**Required work**
Exactly the lines from the one that holds "Ashram Road</p></div><em>110 m</em></li>" to the end of the data below: retype these and nothing else.

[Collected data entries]
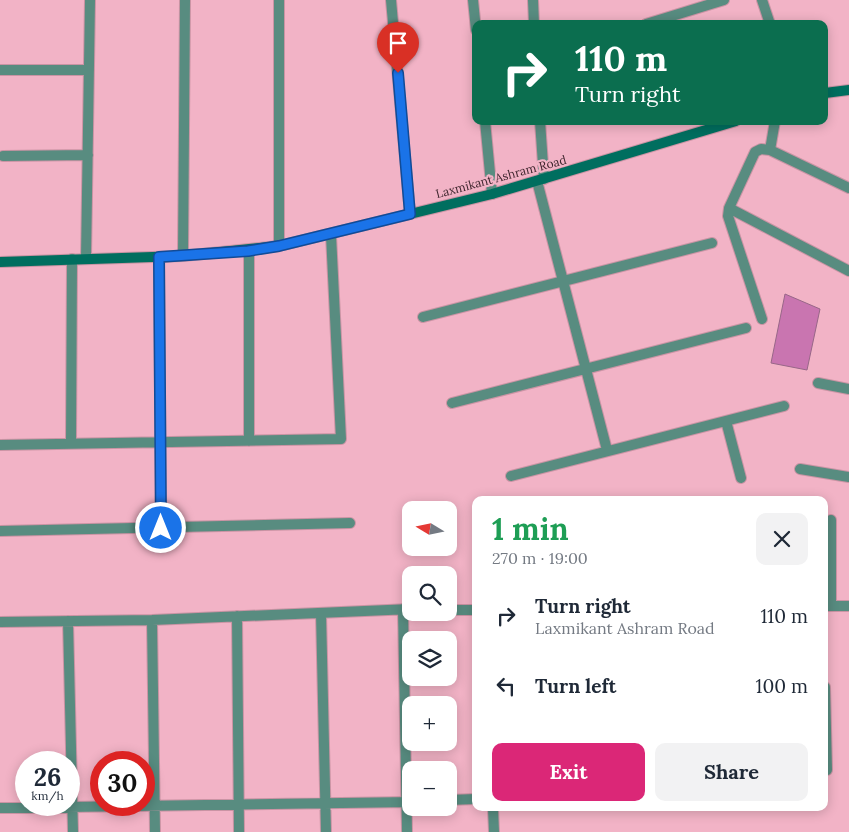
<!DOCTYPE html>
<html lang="en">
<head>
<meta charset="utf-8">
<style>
	:root { --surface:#fff; --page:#f2f2f3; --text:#1f2937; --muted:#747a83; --accent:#db2777 }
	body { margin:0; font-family:Lora,serif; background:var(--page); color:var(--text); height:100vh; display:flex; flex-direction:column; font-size:19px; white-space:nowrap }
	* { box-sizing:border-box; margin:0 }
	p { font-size:16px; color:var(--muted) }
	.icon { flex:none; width:28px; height:28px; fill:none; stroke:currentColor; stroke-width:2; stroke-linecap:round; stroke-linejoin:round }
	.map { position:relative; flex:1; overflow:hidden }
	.sheet { position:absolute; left:472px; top:496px; width:356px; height:315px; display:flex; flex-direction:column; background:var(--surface); border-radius:10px; box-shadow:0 2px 12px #0003 }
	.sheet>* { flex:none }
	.top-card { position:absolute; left:472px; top:20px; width:356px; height:105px; border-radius:10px; box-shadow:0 2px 12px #0003; background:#0b6e4f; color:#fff; overflow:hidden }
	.needle { width:32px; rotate:280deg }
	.fabs { position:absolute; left:402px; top:501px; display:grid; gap:10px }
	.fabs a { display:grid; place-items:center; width:55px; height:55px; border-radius:10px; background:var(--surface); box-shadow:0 2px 12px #0003; font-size:25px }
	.speed { position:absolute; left:15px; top:751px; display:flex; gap:10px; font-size:25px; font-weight:700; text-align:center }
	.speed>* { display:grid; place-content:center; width:65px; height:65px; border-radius:50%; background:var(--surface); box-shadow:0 2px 12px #0003; line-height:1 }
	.speed small { font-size:12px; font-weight:400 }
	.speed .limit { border:8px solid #d22; background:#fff; color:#111 }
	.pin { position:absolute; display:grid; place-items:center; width:42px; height:42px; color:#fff; margin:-51px -21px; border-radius:50% 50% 50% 0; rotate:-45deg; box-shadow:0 0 5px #0007 }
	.pin .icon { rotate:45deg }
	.me { position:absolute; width:55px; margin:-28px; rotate:0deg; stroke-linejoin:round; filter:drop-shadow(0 0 4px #0008) }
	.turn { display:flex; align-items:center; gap:18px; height:105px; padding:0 20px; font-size:22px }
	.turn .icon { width:65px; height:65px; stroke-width:2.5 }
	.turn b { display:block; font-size:35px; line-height:42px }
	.round { display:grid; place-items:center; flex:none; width:52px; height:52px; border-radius:10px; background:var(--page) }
	.headline { display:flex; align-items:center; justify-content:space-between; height:85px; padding:0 20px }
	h1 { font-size:30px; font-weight:800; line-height:38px; color:#1e9e55 }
	.action { display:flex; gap:10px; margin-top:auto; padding:10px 20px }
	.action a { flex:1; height:58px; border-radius:10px; background:var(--accent); color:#fff; font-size:20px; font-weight:800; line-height:58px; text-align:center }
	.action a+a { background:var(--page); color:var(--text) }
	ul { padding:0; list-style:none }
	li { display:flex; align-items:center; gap:15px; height:70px; padding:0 20px }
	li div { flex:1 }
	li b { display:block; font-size:19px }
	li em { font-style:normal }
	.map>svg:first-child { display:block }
</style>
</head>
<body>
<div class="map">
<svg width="849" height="832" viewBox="0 0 849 832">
	<rect width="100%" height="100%" fill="#f2b3c6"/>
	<path fill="#c975b0" stroke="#986788" d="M785,294L820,309L807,370L771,363Z"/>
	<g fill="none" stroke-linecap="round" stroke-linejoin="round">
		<g stroke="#ca94a4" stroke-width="12">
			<path id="street" d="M391,0L410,214
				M473,0L476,30
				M533,0L534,24
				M762,0L770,24
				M646,24L724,0
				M0,70H89
				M485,121L492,194
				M540,121L544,179
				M770,150L849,188
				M3,156L88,155
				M537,181L607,450
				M729,208L849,271
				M279,246V0
				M249,251V441
				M183,256L185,0
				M159,257L161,528
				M86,259L90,0
				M423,317L712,243
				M762,319L728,216L729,208L755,152L761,149L770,150L775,121
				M818,383L849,389
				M452,403L746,328
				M726,421L741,478
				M71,443L72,259
				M0,445L341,439L331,235
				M800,469L849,477
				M511,476L784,406
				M831,520V606
				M0,531L350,523
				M825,606H849
				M403,609L407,832
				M449,610H476
				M321,613L326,832
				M237,616L239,832
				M152,620L155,832
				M68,621L73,832
				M0,622L152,620L411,609
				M825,687L827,770
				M449,800L476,799
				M0,808L411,802
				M493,808L494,832"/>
		</g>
		<g stroke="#ca94a4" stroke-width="12">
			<path id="secondary" d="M825,93L849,90
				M0,262L183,256L279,246L492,194L736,121"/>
		</g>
		<use href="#street" stroke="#588c80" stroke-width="10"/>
		<use href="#secondary" stroke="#006e5f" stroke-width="10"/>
	</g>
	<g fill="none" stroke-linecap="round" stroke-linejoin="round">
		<g stroke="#114b97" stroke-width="12">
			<path id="route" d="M161,528L159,257L248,251L279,246L410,214L398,73"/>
		</g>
		<use href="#route" stroke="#1a73e8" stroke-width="9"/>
	</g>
	<g text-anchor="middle" stroke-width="4.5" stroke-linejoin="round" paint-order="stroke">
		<g font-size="12" fill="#3e252d" stroke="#f2b3c6">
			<text transform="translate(501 177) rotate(-15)" y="4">Laxmikant Ashram Road</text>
		</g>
	</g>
</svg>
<div class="fabs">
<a><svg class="needle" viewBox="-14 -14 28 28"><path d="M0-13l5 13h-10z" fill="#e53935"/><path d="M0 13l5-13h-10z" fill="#747a83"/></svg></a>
<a><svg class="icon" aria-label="search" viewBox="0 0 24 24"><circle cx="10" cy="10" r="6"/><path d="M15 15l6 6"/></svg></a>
<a><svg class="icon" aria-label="layers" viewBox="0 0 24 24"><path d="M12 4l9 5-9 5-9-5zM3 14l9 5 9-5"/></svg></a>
<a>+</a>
<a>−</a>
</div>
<div class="speed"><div>26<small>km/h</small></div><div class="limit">30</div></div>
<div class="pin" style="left:398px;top:73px;background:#d93025"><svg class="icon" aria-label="arrive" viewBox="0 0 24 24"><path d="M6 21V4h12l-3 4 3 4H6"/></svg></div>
<svg class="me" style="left:161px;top:528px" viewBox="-20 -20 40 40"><circle r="17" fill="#1a73e8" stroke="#fff" stroke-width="3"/><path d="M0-11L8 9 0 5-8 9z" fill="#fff"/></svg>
<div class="top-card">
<div class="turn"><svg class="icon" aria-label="right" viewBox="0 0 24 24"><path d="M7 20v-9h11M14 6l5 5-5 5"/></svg><div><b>110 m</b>Turn right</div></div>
</div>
<section class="sheet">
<div class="headline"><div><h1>1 min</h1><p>270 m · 19:00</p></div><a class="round"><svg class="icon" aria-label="close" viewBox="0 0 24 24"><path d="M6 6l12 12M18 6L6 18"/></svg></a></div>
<ul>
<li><svg class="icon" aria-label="right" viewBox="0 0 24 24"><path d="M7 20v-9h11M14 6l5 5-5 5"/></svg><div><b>Turn right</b><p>Laxmikant Ashram Road</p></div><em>110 m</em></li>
<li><svg class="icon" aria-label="left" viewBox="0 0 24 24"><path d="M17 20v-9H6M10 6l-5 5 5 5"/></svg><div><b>Turn left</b></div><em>100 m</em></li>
</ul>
<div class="action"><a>Exit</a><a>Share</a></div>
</section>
</div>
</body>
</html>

**Answer section**
<li><svg class="icon" aria-label="right" viewBox="0 0 24 24"><path d="M7 20v-9h11M14 6l5 5-5 5"/></svg><div><b>Turn right</b><p>Laxmikant Ashram Road</p></div><em>110 m</em></li>
<li><svg class="icon" aria-label="left" viewBox="0 0 24 24"><path d="M17 20v-9H6M10 6l-5 5 5 5"/></svg><div><b>Turn left</b></div><em>100 m</em></li>
</ul>
<div class="action"><a>Exit</a><a>Share</a></div>
</section>
</div>
</body>
</html>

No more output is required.